Lets start over: We have some manager (managed by bank security operators) who manages 3 entity mapping - Event -> Key -> Service(s), following initial state:

Now imagine that you make Subscriber B removed from trusted group, what will happen is that new key is generated and automatically distributed to service cluster. You still need in this moment the old key being available as there could be consumers who need time to consume (you can leave the obsolete key living in the system for event for long period of time, key will become automatically useless by design). Once the new key is distributed, the producer start new data encrypt by this key (of course you can distribute with the key also TIME trigger, so you schedule service key auto-switch), so you end up in following situation:

Consumer B won't be able anymore consume messages by newly distributed key to producers. Only Consumer A will be able to understand.

The Key Manager can at the same moment distribute ACL lists.

By application of this approach you are going to distribute BINARY data trough Kafka. Or you still go with JSon, but you should encode using Base64, Base122 or Base128 the binary data.
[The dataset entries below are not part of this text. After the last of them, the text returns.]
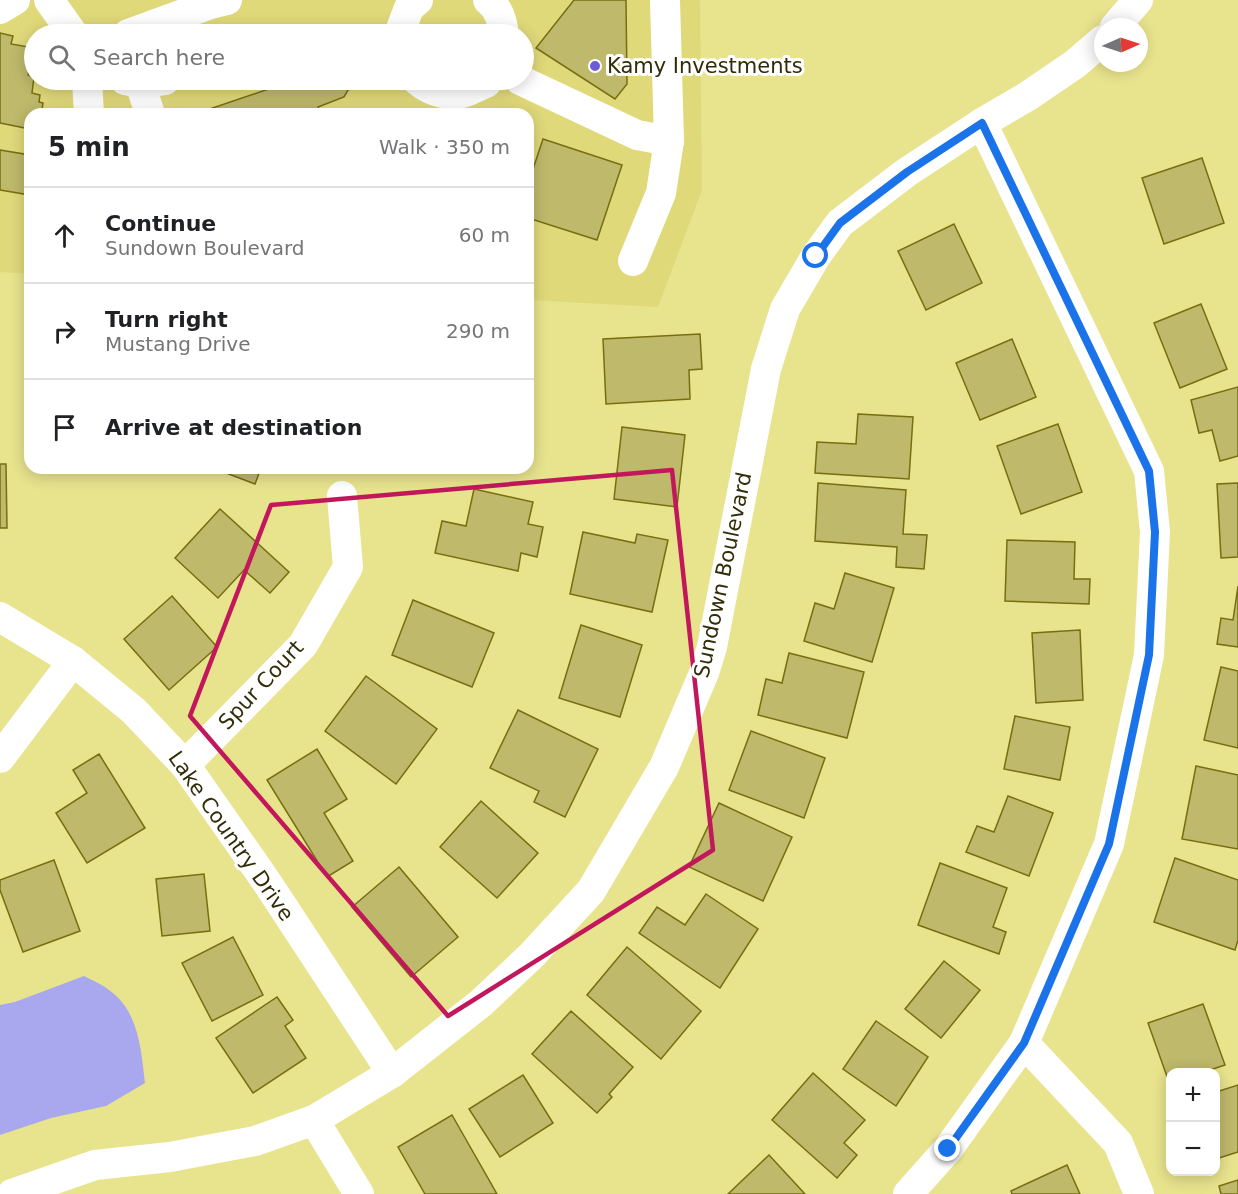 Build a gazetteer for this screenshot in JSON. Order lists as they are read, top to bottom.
{
  "streets": {
    "street": ["Sundown Boulevard", "Spur Court", "Lake Country Drive"]
  },
  "crossings": [
    ["Sundown Boulevard", "Lake Country Drive"],
    ["Spur Court", "Lake Country Drive"]
  ],
  "places": ["Kamy Investments"],
  "north": "right",
  "page": {
    "search": "Search here",
    "heading": ["5 min", "Walk · 350 m"],
    "list": [
      ["Continue", "Sundown Boulevard", "60 m"],
      ["Turn right", "Mustang Drive", "290 m"],
      "Arrive at destination"
    ],
    "map_buttons": ["+", "−"]
  }
}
Offtopic: Another topic could be (as an extension), how to send via Kafka LARGE BINARY (ENCRYPTED) STREAMS and I have quite nice solution to this as well.

[stevehu]

@archenroot Thanks for all the great ideas. This is just like a brain storm session on the internet. As you know we have light-oauth2 which is an OAuth 2.0 provider but with a lot of enhancements to support microservices. One of the feature is public key certificate distribution API to allow different services to go to central location to get public certificate with a kid. It is the foundation for data confidentiality and integrity.
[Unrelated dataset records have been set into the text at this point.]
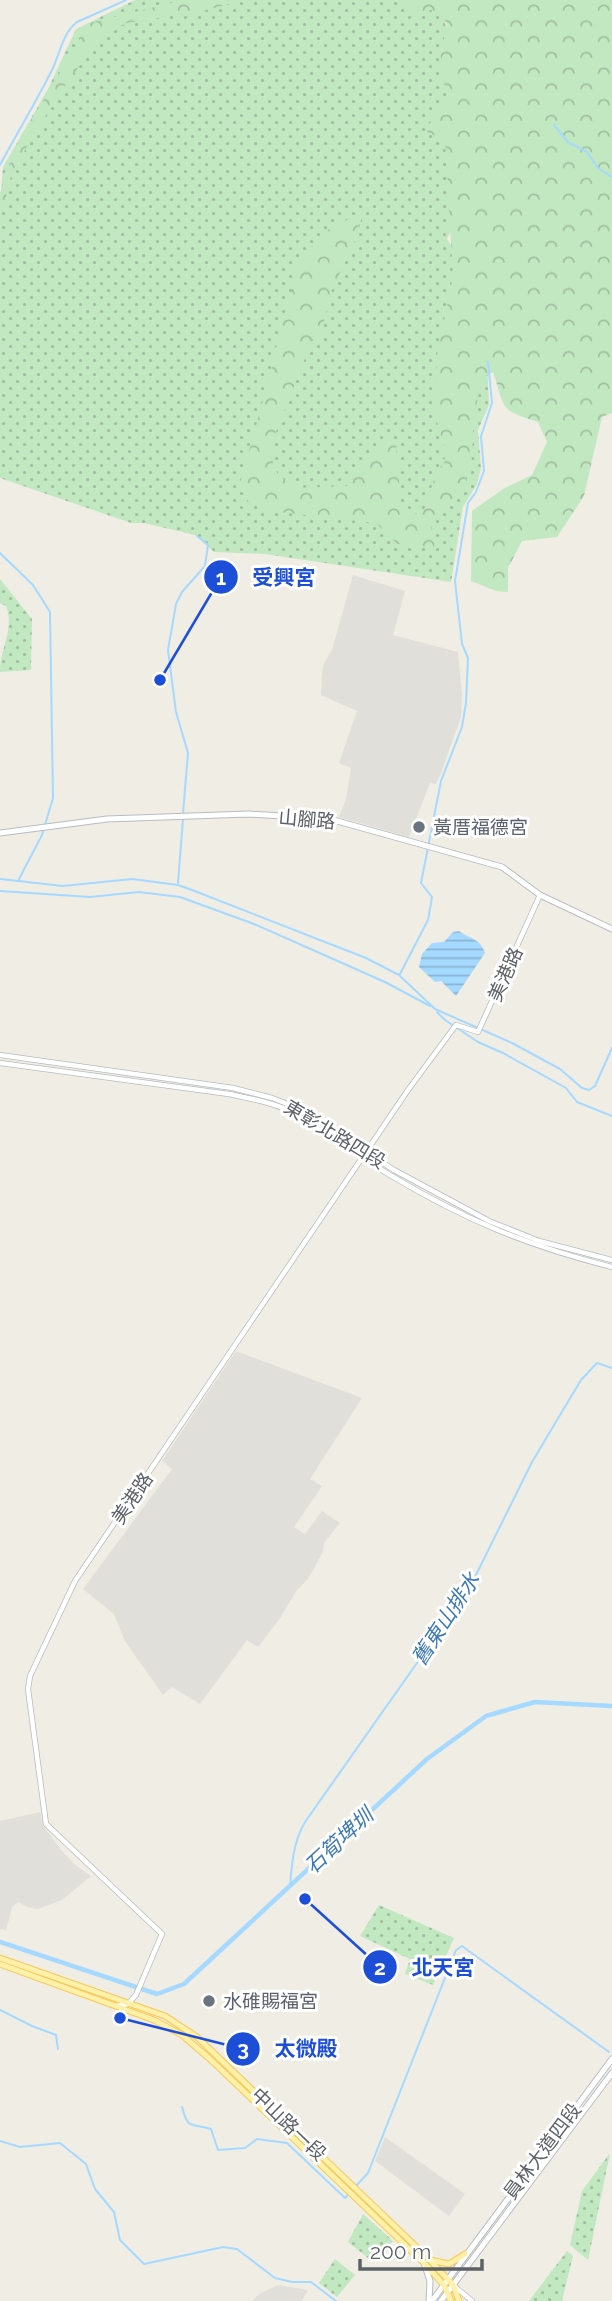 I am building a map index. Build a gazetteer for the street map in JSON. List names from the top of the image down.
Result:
{
  "streets": {
    "main road": ["山腳路", "中山路一段", "員林大道四段"],
    "street": ["美港路", "東彰北路四段"]
  },
  "crossings": [
    ["山腳路", "美港路"],
    ["美港路", "東彰北路四段"],
    ["美港路", "中山路一段"]
  ],
  "water": ["舊東山排水", "石筍埤圳"],
  "places": [
    "受興宮",
    "黃厝福德宮",
    "北天宮",
    "水碓賜福宮",
    "太微殿"
  ],
  "scale_bar": "200 m"
}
To protect data flow in Kafka or any message broker, we need to ensure that the data can be encrypted if necessary and we need to ensure that data can be signed so that it is not modified along the way.

Both can be done with PKI as you have mentioned but encryption is a little bit different due performance issue. We are planning to implement something like TLS protocol to exchange the public key cert in a handshake and use an symmetric key to encrypt data. TLS is used to security the channel but for us we are using it to secure the payload only. This is very useful in our light-hybrid-4j framework as we are not using anything in http but only the body stream for communication.

I am very interested in these discussions but sometimes cannot respond in a timely fashion. Last week we had three days training session for designer and couldn't do anything but focus on that. This is a beauty of forum like discussion, it can last several days or weeks:) Let the good idea flow...

[archenroot]

One of the feature is public key certificate distribution API to allow different services to go to central location to get public certificate with a kid.

Nice, so the key building block already exists...

Both can be done with PKI as you have mentioned but encryption is a little bit different due performance issue. We are planning to implement something like TLS protocol to exchange the public key cert in a handshake and use an symmetric key to encrypt data.

Totally agree, that is why even when channel is only encrypted we use TLS interceptors frontend from where the channel doesn't need to be encrypted. I understand, you use PKI to encrypt deivery of something like AES-256 CBC keys, which application will be much faster by default, on top you have hardware support on the CPU via hardware instruction set: https://software.intel.com/sites/default/files/article/165683/aes-wp-2012-09-22-v01.pdf

Yes, that's it.

Really thanks for this discussion here guys, we put light on many aspects!

[stevehu]

special instruction set on Intel or AMD CPUs as well as GPU encryption should be considered with plugin modules and injected as per instance configuration with service module (our in-house IoC). Yes. we've touched a lot of areas and these need to be address in mid-term.